Plants, stars, and botonical enmity

Plants, stars, and botonical enmity March 21, 2006

O Crollius in his 1624 treatise on “signatures” compared stars and plants: “The stars are the matrix of all the plants and every star in the sky is only the spiritual prefiguration of a plant, such that it represents that plant, and just as each herb or plant is a terrestrial star looking up at the sky, so also each star is a celestial plant in spiritual form, which differs from the terrestrial plants in matter alone . . . , the celestial plants and herbs are turned towards the earth and look directly down the plants they have procreated, imbuing them with some particular virtue.”


And in 1656, J Cardan said that “It is fairly widely known that the plants have hatreds between themselves . . . it is said that the olive and the vine hate the cabbage; the cucumber flies from the olive . . . Since they grow by means of the sun’s warmth and the earth’s humour, it is inevitable that any thick and opaque tree should be pernicious to the others, and also the tree that has several roots.”
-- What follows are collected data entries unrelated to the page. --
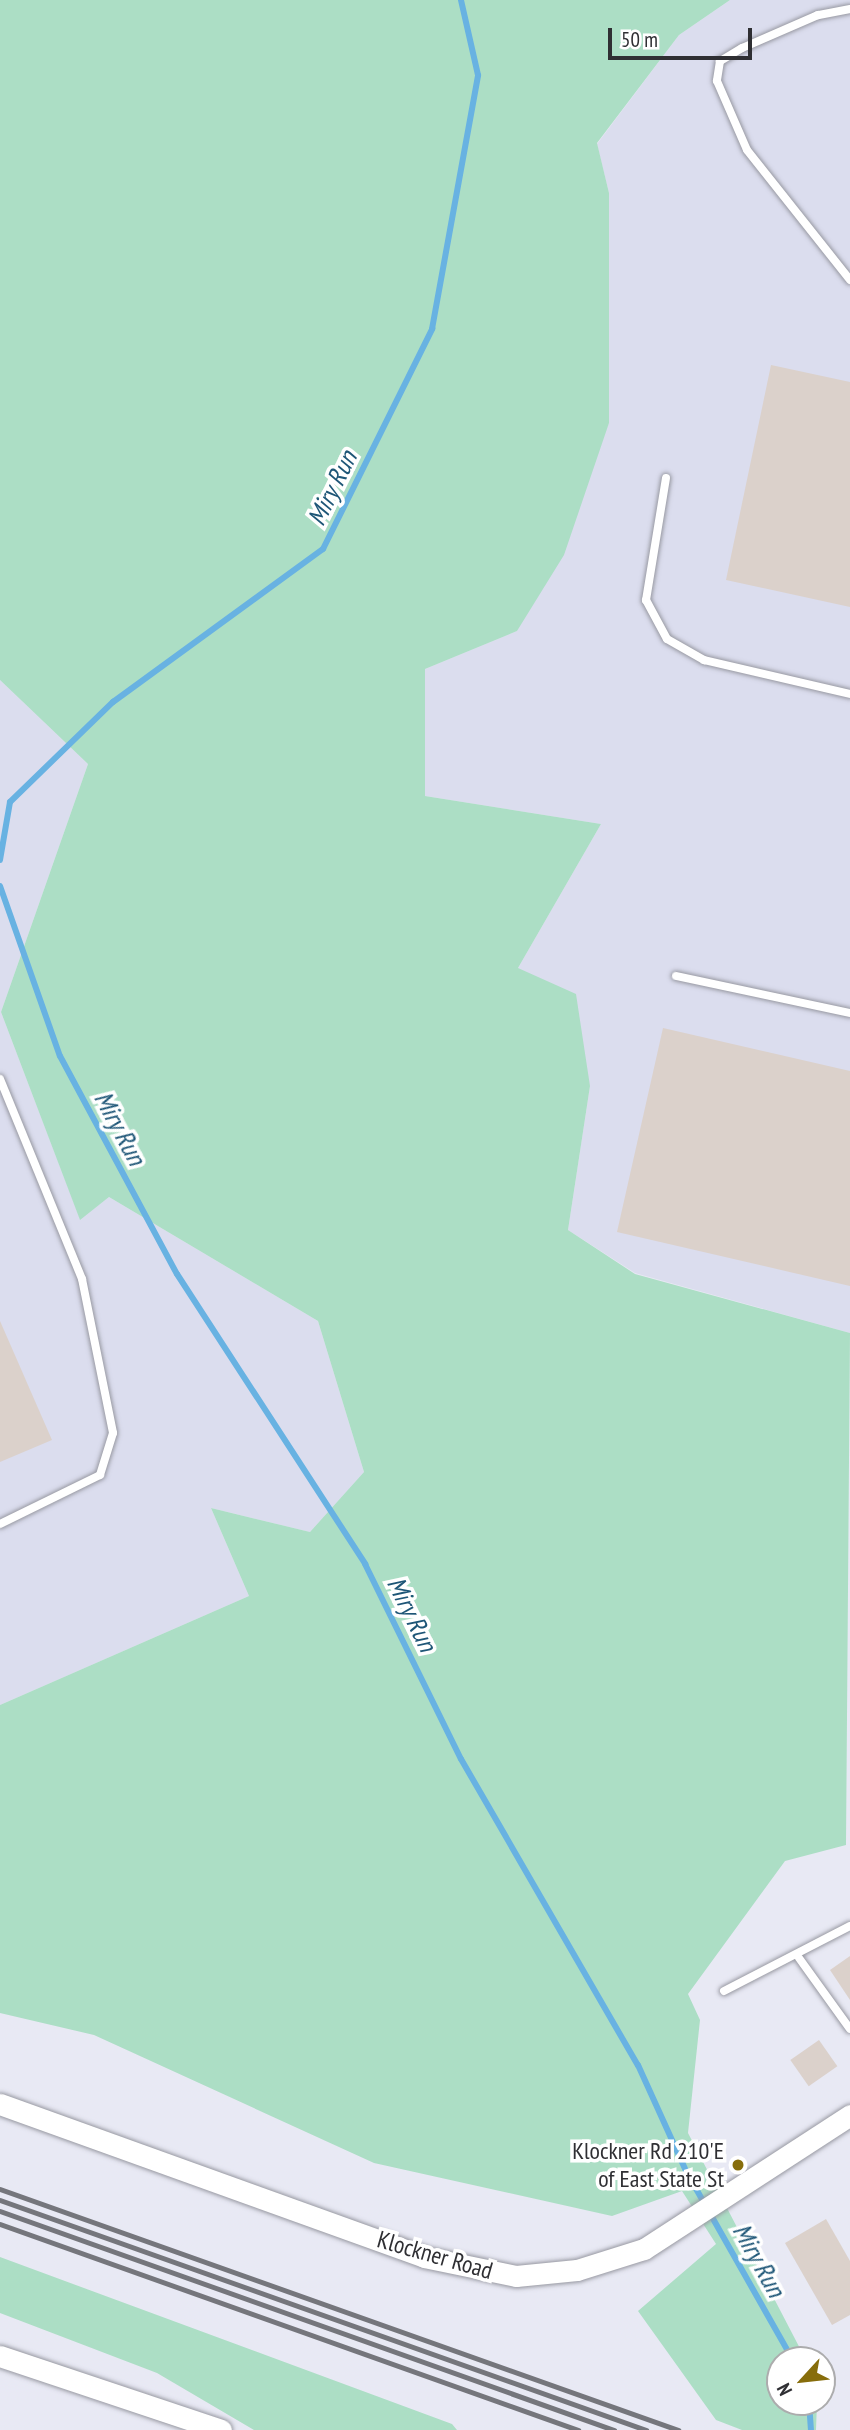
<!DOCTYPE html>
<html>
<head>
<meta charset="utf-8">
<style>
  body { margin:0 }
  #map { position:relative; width:850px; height:2430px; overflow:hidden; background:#e8e9f4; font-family:"PT Sans Narrow",sans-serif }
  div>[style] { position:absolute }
  .built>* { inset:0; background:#dbddee }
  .green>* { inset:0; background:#acdec5 }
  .stream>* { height:6px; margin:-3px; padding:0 3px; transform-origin:3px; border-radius:3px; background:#68b2e2 }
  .building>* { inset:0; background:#dbd1cb; transform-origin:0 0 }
  .roads { filter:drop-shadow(0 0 2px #9899a2) drop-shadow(0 0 2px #9899a2) }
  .service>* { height:8px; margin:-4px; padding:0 4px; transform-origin:4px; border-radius:4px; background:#fff }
  .secondary>* { height:21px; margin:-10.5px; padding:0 10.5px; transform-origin:10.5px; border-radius:10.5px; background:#fff }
  .rail>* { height:5px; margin:-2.5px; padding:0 2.5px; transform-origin:2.5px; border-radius:2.5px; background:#75767c }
  .dots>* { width:19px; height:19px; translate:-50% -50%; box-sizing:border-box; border:4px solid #fff; border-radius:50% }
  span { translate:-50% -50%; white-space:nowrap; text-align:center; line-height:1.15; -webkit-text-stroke:7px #fff; paint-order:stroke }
  .poi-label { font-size:24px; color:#2f2f33 }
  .right { translate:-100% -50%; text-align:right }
  .street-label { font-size:24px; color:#2f2f33 }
  .water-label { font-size:26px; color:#1e5677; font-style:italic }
  .north { position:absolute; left:766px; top:2346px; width:70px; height:70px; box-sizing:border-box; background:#fff; border:2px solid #acacad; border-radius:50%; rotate:243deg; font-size:19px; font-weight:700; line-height:28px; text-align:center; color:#2f2f33 }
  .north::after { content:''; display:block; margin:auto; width:24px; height:32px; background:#876d0b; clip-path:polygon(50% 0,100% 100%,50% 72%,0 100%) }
  .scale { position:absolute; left:608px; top:28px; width:144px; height:32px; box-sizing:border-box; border:4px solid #2f2f33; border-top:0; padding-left:9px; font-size:21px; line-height:24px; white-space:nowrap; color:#2f2f33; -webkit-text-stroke:5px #fff; paint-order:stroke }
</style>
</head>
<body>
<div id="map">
  <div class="built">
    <i style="clip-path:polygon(730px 0,850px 0,850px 1333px,635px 1273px,568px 1230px,590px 1086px,518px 968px,601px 824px,425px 796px,425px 669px,517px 631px,609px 423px,609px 193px,597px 144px,679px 35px)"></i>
    <i style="clip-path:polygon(0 680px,88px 764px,1px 1012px,80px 1219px,109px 1197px,318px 1321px,364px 1472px,310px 1532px,211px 1508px,249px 1596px,0 1705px)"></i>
  </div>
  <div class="green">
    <i style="clip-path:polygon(0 0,730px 0,679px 35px,597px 143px,609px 193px,609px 423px,564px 555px,517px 631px,425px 669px,425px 796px,601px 824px,518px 968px,576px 994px,590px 1086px,568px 1230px,635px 1274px,850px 1333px,846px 1845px,785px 1861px,688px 1994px,700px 2020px,688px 2133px,806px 2360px,780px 2360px,780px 2402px,817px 2402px,816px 2430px,742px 2430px,716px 2420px,638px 2311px,716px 2244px,682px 2191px,612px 2216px,374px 2163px,94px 2035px,0 2013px,0 1705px,249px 1596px,211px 1508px,310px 1532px,364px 1472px,318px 1321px,109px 1197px,80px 1220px,1px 1012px,88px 764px,0 680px)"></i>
    <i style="clip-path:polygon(0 2257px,452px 2424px,457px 2430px,254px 2430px,157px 2373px,0 2313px)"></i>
  </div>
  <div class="stream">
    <i style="left:0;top:860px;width:59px;rotate:-80.2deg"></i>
    <i style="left:10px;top:802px;width:144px;rotate:-44.2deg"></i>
    <i style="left:113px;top:702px;width:260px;rotate:-36.1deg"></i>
    <i style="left:323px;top:549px;width:246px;rotate:-63.6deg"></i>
    <i style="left:432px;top:329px;width:258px;rotate:-79.7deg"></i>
    <i style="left:478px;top:75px;width:77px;rotate:-102.8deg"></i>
    <i style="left:0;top:886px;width:180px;rotate:70.6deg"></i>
    <i style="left:60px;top:1056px;width:247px;rotate:61.8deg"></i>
    <i style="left:177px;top:1274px;width:346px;rotate:57deg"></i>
    <i style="left:365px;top:1564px;width:217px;rotate:63.8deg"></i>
    <i style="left:461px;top:1759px;width:354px;rotate:60deg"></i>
    <i style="left:638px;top:2065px;width:116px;rotate:65.6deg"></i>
    <i style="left:686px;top:2171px;width:217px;rotate:60.5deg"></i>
    <i style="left:809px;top:2402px;width:28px;rotate:86deg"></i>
  </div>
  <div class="building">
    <i style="clip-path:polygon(771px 365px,850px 382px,850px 607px,726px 580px)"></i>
    <i style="clip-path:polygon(663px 1028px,850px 1071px,850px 1286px,617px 1232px)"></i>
    <i style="clip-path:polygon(0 1321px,52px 1440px,0 1462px)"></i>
    <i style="clip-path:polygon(850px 1956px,850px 2000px,830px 1970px)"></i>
    <i style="left:819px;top:2040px;width:32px;height:35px;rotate:55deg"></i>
    <i style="clip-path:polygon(826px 2219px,850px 2261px,850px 2315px,832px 2325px,785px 2243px)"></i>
  </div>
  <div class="roads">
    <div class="service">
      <i style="left:850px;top:9px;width:33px;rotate:169deg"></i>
      <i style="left:818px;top:15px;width:83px;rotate:156.5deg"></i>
      <i style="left:742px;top:48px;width:26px;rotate:149deg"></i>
      <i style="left:720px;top:61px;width:20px;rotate:99deg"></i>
      <i style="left:717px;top:81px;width:75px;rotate:66.5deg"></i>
      <i style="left:747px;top:150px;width:166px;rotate:51.6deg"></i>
      <i style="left:666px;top:478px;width:124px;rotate:99.3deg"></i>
      <i style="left:646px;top:600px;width:44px;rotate:61.7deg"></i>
      <i style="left:667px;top:639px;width:43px;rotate:29.6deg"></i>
      <i style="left:704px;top:660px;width:150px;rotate:13.1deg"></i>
      <i style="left:676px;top:976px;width:178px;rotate:12deg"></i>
      <i style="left:0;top:1079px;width:216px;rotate:67.7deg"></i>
      <i style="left:82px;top:1279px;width:157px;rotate:78.6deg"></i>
      <i style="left:113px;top:1433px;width:44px;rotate:107.2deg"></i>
      <i style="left:100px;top:1475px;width:111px;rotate:153.9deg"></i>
      <i style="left:799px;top:1958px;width:87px;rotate:54.3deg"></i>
      <i style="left:724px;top:1991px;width:142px;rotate:-27.3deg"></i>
    </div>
    <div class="secondary">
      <i style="left:0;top:2104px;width:451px;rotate:19.8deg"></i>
      <i style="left:424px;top:2257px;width:94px;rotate:11.7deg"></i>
      <i style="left:516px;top:2276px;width:61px;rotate:-5.6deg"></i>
      <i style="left:577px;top:2270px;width:70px;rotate:-17.4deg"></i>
      <i style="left:644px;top:2249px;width:246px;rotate:-33deg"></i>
      <i style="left:0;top:2356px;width:233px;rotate:18.5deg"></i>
    </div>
  </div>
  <div class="rail">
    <i style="left:0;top:2189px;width:720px;rotate:19.57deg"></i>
    <i style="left:0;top:2200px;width:686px;rotate:19.6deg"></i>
    <i style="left:0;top:2211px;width:652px;rotate:19.63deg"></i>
    <i style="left:0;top:2224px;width:614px;rotate:19.62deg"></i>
  </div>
  <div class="dots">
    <i style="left:738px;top:2165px;background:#876d0b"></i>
  </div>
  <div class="poi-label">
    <span class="right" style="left:724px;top:2165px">Klockner Rd 210'E<br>of East State St</span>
  </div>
  <div class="street-label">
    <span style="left:435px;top:2255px;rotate:16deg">Klockner Road</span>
  </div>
  <div class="water-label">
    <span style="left:332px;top:488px;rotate:-64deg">Miry Run</span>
    <span style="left:120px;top:1128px;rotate:62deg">Miry Run</span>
    <span style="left:412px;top:1614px;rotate:64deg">Miry Run</span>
    <span style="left:759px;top:2260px;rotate:61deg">Miry Run</span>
  </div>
  <div class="north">N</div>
  <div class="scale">50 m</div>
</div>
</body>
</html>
Cardan saw similar antipathy among animals: “The rat of India is pernicious to the crocodile, since Nature has created them enemies; in such wise that when that violent reptile takes his pleasure in the sun, the rat lays an ambush for it of mortal subtlety; perceiving that the crocodile, lying unaware for delight, is sleeping with its jaws agape, it makes its way through them and slips down the wide throat into the crocodile’s belly, gnawing through the entrails of which, it emerges at last from the slain beast’s belly.”